One of many indications of everyday Afghans’ hardships are disturbing reports that mothers are selling babies to pay for food and healthcare.
International organizations say that families in Afghanistan selling their newborns to strangers has become “common practice” since the Taliban takeover last year, reports The Times of London.
A spokesman for the Afghan National Aid and Humanitarian Organization (ANAHO) told The Times that the trade, which is outlawed under the Taliban, was observed “very rarely” before last September. But in recent months, the charity has been dealing with “at least two families a week” who have sold a child.
The Times spoke with multiple mothers who made the tragic decision.
One mother of six said she sold her four-month-old daughter to an infertile couple for £2,000 ($2,400) after her eldest was hospitalized with severe malnutrition. The 28-year-old teacher has not been able to work since the Taliban barred women and girls from work and school. Her husband was stuck in Iran.
“There is not a day that I do not cry out for my baby,” she said, but admitted it is possible she will have to sell another for the others to survive the coming winter.
Another mother who spoke with The Times said some of her friends were refusing to breastfeed their newborns because they believe they will not be able to sell the child if it “has formed a bond with the mother.”
Some buyers have good intentions. A 27-year-old dentist, is married to a doctor and has a three-year-old biological daughter, told The Times that he paid £1,600 ($1,900) for a 3-year-old boy because the family wanted a son. He said he paid higher than asking price because he knew the boy’s mother was struggling.

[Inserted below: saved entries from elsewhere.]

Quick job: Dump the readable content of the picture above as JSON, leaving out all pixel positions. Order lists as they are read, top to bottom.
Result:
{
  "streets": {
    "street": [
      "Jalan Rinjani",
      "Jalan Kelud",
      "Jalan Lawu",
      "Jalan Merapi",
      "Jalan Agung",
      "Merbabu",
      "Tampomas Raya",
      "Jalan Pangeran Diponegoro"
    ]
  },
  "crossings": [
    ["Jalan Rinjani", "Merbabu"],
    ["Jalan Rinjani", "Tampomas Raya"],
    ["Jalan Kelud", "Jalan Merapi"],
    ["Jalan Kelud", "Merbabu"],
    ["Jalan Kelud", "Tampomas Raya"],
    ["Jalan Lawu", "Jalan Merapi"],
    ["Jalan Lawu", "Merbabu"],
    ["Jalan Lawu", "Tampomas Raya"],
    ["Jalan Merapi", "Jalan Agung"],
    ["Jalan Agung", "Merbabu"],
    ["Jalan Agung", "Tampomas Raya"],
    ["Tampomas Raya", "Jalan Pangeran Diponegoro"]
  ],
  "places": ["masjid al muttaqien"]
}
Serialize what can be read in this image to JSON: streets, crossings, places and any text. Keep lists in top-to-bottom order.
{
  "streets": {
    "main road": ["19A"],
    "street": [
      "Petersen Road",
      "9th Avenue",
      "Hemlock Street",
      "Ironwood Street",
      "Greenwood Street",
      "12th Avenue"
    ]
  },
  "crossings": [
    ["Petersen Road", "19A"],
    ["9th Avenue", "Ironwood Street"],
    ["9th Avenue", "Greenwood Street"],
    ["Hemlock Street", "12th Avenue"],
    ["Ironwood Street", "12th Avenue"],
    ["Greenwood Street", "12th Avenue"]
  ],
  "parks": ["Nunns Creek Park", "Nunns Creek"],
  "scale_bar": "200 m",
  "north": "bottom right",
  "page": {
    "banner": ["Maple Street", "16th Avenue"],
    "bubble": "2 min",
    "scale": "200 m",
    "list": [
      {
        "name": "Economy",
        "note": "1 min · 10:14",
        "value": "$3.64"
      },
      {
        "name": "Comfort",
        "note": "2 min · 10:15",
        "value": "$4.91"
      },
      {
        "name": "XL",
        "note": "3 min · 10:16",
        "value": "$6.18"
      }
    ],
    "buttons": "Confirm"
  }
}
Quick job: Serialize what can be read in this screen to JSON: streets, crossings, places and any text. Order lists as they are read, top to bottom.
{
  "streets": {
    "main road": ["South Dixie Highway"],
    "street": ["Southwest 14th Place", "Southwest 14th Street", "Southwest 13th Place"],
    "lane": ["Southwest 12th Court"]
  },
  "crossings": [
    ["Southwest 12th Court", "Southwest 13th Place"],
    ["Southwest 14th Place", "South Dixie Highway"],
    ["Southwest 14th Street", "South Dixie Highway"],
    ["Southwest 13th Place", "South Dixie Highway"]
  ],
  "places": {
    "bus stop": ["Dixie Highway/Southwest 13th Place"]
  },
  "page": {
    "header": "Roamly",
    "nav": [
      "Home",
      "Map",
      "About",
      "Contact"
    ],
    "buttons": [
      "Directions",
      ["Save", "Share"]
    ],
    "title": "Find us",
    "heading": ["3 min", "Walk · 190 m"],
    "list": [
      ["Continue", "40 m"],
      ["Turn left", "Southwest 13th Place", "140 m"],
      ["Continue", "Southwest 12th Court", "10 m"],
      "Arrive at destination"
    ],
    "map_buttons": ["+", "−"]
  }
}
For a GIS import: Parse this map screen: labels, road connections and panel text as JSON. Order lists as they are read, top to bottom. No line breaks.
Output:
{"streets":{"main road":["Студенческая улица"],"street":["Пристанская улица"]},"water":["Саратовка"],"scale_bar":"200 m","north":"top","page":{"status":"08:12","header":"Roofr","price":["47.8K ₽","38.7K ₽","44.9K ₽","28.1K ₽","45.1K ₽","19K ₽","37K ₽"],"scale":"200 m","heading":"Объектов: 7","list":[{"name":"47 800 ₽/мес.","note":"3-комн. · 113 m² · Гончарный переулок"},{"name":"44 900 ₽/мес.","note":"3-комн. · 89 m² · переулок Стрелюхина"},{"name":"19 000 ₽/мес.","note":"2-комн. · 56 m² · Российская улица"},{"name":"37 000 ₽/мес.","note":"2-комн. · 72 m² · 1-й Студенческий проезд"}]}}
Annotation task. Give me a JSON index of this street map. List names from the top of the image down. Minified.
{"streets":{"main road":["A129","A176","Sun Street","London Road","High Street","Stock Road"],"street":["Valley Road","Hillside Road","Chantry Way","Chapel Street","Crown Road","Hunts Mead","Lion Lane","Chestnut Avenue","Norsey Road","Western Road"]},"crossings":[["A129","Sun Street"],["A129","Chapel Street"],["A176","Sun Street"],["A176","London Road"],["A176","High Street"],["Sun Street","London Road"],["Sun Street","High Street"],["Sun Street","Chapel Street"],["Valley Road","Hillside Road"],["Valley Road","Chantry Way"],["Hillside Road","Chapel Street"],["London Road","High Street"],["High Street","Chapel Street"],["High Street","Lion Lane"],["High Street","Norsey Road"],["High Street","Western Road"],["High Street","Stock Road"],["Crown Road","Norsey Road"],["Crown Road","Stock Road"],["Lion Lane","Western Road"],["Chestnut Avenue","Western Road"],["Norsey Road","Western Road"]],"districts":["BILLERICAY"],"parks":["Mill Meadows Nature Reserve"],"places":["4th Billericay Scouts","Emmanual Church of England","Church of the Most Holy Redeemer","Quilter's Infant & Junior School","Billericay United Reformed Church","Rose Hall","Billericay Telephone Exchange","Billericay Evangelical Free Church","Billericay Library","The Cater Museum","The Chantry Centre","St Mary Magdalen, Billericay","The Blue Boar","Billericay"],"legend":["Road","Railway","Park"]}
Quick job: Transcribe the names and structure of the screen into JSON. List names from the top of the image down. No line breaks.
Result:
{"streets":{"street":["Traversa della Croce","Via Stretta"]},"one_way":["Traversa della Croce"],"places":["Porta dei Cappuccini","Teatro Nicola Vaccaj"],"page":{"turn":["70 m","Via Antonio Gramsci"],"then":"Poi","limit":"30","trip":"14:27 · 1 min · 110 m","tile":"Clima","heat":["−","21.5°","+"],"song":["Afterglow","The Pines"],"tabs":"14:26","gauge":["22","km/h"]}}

But that man claimed to know one family whose daughter was bought by a couple and sold on to traffickers for organ harvesting.
The Taliban seized control of Afghanistan after the chaotic withdrawal of U.S. troops last year, renewing fears of a return to their previous reign informed by Islamic fundamentalism, which includes heavy restrictions to womens’ rights. They claimed to have changed in an attempt to get international sanctions lifted, announcing that girls would be allowed to return to school. They reversed the decision at the last minute, causing the U.S. to pull out of planned talks with Taliban officials on economic issues.
Amnesty International has accused the Taliban of detaining and torturing women who protested their restrictions on their rights to education, work and free movement.
One woman interviewed by the human rights group called their situation “death in slow motion.”